The regional estimated data-sets are also presented in CSV format and are available on Zenodo11, in six parts. The first and second parts comprise regional estimates based on cleaned AURN and Met Office data and regional estimates based upon cleaned and imputed AURN and Met Office datasets for all measurements, using all site types. The third and fourth parts are as above but only include air quality estimates, where the sites are split into four types: industrial which comprises urban industrial (9 sites) and suburban industrial (2 sites), urban background (48 sites), rural background (14 sites) and urban traffic (47 sites). The fifth and sixth parts are the region metadata file and the regional counts file.

Region estimates (2 parts): The estimated values for each region, calculated using the concentric regions method described in the Estimating data across regions section.
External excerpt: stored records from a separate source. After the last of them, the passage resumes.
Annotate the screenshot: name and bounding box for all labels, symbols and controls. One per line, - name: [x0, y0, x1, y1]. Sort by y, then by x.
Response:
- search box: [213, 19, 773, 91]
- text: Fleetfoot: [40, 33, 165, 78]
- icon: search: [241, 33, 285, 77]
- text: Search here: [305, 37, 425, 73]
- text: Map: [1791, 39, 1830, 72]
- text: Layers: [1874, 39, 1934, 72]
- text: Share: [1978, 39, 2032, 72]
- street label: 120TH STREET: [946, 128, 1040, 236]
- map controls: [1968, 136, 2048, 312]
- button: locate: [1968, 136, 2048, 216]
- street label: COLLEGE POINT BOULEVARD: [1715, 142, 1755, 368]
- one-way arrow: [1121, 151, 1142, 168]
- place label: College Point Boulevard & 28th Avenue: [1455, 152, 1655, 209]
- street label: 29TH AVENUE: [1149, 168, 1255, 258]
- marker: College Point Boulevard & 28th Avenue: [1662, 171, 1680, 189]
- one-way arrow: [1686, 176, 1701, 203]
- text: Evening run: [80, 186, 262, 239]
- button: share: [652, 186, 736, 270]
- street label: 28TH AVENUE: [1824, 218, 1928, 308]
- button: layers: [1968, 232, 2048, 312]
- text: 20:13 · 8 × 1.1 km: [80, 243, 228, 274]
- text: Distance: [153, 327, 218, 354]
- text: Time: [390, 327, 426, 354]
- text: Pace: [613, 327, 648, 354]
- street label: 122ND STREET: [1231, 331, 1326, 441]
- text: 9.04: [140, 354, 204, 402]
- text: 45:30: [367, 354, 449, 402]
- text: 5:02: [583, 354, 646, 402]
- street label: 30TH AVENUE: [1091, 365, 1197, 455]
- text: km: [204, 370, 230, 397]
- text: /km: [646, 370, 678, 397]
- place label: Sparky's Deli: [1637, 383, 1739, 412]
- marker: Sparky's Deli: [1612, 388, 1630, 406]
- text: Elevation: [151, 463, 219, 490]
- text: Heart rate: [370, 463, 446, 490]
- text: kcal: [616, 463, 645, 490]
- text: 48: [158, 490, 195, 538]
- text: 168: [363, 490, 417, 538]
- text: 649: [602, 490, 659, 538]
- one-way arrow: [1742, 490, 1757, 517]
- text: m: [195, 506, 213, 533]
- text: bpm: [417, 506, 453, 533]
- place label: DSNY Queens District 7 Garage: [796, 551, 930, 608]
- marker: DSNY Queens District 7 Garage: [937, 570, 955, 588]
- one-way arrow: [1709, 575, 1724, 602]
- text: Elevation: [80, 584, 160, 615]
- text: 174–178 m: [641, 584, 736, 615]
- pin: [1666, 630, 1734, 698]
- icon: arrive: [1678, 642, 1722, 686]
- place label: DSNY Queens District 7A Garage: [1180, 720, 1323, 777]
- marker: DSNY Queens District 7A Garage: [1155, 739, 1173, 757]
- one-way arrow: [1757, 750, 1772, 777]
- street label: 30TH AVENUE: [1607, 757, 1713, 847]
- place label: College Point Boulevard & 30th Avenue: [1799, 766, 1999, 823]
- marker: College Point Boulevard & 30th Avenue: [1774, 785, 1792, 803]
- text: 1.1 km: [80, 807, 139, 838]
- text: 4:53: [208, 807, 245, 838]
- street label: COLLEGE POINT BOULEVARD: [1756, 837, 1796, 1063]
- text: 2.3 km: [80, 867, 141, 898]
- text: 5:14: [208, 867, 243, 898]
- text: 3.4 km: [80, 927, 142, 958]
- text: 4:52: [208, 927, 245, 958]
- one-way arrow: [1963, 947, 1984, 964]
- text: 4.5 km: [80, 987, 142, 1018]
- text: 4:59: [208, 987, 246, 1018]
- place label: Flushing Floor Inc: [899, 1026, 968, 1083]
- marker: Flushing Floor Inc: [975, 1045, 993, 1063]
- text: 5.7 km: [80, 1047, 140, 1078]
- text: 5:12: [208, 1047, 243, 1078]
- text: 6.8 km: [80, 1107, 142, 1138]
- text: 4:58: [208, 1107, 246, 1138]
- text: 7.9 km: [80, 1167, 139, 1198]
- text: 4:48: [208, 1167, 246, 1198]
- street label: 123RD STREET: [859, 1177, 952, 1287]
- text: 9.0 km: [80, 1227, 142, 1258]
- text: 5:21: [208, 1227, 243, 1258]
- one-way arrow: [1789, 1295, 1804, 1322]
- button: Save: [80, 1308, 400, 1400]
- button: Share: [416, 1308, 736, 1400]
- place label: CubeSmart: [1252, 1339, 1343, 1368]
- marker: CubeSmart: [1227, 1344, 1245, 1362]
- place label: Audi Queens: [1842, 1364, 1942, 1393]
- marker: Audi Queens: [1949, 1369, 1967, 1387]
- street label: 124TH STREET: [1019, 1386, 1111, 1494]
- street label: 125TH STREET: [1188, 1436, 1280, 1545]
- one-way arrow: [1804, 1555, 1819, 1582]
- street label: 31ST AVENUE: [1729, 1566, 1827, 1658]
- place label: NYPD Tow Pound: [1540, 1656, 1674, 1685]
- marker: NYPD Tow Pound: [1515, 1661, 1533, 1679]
Each row represents a timestamp (string) and region id (string) combination. Each region id can be linked to a single region id in the region metadata file described above. The columns with measurement values as headers (e.g. PM2.5_mean or alnus) contain the estimated values (floats) for that measurement. Those columns prefixed with ‘rings_’ (e.g. rings_PM2.5_mean or rings_alnus) represent the number of rings used in the concentric regions method, when estimating the respective measurement. Estimates based only on original data are in the file turing_regional_estimates_aq_daily_met_pollen_pollution_original_data.csv; estimates based on original plus imputed data are in the file turing_regional_estimates_aq_daily_met_pollen_pollution_imputed_data.csv.

For the air quality estimation files (2 parts) that are stratified by site type (described above), the site types are included in the column header using the abbreviations: industrial: Ind, urban background: UB, rural background: RB and urban traffic: UT. For example: NO2_Ind_mean. Estimates based only on original data are in the file turing_regional_estimates_aq_loc_type_daily_original_data.csv; estimates based on original plus imputed data are in the file turing_regional_estimates_aq_loc_type_daily_imputed_data.csv.

Region metadata: The data describing each region (postcode area, e.g. ‘AB’). This includes the region identifier (string), geographical location/area (multi-polygon), a brief description of the postcode area, population, the set of nearest postcode areas and the country that the postcode is in. (These postcode data were extracted from a publicly available sources:

Each row represents a single region. These data are in the file postcode_district_data.csv.

Regional site counts: The data describing each region (postcode area, e.g. ‘AB’) and the number of sites for each measurement, contained in each. These data are in the file regional_site_counts.csv.

Technical Validation

Unit testing has been added to both the data download and processing code, and to the regional estimations code18,19. These have been automated using Github Actions (https://docs.github.com/en/actions), so that they are run each time the Github software repositories are updated. General testing of operational assertions, file paths, module availability, etc., have been added. Where unit tests have been applied for a specific method it is noted below.

Measurement value ranges

To provide context for the validation of the data download cleaning and imputation methods, we firstly present a summary of the sensor value ranges (original and where imputed values are included), shown in Table 2. We show the mean, minimum, 75th percentile and maximum for each measure to demarcate the furthest outliers. Columns two to five show original (non-imputed) data and the final four columns describe data that include imputed values. All of the values are within the expected ranges and distribution patterns for each measurement type. Minor changes can be seen in the pollution and meteorological datasets, after imputation, with the range of values shrinking for all but one (NO2) of the measurements.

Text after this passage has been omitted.